◆ AIM OF THE EXERCISE
Wherever a line below holds the word "Give", copy that line.

BEGIN

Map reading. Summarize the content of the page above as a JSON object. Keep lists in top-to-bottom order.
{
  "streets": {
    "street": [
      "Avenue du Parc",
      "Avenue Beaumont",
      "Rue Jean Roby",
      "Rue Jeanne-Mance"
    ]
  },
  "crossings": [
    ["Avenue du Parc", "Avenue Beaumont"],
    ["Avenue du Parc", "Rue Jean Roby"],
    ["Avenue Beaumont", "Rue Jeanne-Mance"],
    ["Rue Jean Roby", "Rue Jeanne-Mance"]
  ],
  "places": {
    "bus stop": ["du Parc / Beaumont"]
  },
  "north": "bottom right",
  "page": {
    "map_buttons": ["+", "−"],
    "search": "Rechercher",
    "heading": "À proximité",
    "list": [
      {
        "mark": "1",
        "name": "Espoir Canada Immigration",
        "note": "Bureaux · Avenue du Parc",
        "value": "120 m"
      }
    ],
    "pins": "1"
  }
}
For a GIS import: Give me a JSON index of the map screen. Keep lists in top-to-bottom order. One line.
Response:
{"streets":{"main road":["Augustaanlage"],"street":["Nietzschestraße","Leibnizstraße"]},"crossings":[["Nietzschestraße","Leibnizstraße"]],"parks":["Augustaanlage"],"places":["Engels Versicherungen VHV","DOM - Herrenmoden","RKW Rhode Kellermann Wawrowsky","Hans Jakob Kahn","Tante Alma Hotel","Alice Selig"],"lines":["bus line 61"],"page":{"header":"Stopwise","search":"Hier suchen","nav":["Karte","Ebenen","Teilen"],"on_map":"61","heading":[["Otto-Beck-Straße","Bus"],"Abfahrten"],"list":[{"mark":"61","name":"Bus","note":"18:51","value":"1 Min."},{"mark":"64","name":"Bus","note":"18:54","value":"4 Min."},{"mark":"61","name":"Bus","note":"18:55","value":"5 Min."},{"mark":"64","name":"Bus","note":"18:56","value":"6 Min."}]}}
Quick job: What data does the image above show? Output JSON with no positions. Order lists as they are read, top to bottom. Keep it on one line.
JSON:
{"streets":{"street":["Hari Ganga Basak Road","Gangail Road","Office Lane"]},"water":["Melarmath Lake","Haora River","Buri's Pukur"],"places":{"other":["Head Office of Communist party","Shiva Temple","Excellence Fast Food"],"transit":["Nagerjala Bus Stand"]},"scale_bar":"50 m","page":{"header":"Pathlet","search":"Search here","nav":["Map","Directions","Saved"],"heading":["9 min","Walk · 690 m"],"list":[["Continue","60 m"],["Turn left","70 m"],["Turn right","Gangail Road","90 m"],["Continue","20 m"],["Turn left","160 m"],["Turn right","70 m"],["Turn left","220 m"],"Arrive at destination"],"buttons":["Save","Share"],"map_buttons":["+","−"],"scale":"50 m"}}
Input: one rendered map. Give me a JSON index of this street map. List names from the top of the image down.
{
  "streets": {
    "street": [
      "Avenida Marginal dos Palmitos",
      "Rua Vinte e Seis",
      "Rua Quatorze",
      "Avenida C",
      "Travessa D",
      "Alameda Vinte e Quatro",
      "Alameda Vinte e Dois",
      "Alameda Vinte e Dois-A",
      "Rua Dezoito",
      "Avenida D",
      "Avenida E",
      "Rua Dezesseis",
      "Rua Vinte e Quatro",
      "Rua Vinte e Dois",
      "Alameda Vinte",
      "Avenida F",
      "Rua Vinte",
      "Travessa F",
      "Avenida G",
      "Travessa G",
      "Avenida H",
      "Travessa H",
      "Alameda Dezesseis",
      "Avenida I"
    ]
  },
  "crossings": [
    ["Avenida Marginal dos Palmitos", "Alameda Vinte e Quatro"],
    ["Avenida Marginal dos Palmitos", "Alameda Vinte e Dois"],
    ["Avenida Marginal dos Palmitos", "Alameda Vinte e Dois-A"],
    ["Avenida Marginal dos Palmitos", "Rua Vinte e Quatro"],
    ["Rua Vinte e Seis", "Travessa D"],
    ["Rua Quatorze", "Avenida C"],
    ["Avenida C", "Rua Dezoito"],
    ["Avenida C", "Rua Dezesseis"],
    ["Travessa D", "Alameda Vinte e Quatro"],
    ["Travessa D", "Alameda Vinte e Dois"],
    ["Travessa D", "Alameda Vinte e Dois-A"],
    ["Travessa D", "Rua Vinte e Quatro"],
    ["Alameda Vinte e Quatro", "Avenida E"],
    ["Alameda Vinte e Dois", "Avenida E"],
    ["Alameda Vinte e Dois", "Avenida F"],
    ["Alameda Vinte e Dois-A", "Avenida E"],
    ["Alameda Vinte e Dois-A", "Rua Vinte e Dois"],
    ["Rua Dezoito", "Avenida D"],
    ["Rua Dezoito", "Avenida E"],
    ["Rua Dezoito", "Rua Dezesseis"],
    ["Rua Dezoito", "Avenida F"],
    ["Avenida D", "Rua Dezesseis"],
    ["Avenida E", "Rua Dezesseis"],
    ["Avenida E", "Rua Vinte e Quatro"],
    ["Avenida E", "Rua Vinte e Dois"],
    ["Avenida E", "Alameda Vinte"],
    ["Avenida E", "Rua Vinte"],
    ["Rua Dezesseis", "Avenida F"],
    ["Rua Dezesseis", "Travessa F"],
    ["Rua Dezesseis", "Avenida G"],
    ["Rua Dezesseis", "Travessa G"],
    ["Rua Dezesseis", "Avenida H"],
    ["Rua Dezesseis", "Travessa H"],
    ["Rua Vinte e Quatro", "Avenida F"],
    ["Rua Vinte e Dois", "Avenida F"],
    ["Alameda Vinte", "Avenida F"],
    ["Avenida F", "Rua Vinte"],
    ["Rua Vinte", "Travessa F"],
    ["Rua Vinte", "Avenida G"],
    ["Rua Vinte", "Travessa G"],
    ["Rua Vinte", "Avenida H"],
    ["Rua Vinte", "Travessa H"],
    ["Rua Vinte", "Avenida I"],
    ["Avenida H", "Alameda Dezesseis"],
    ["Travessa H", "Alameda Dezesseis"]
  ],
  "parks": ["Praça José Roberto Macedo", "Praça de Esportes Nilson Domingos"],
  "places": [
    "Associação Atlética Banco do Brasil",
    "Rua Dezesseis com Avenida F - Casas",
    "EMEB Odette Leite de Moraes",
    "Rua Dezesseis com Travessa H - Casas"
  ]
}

END

◆ RESPONSE BOX
For a GIS import: Give me a JSON index of the map screen. Keep lists in top-to-bottom order. One line.
Input: one rendered map. Give me a JSON index of this street map. List names from the top of the image down.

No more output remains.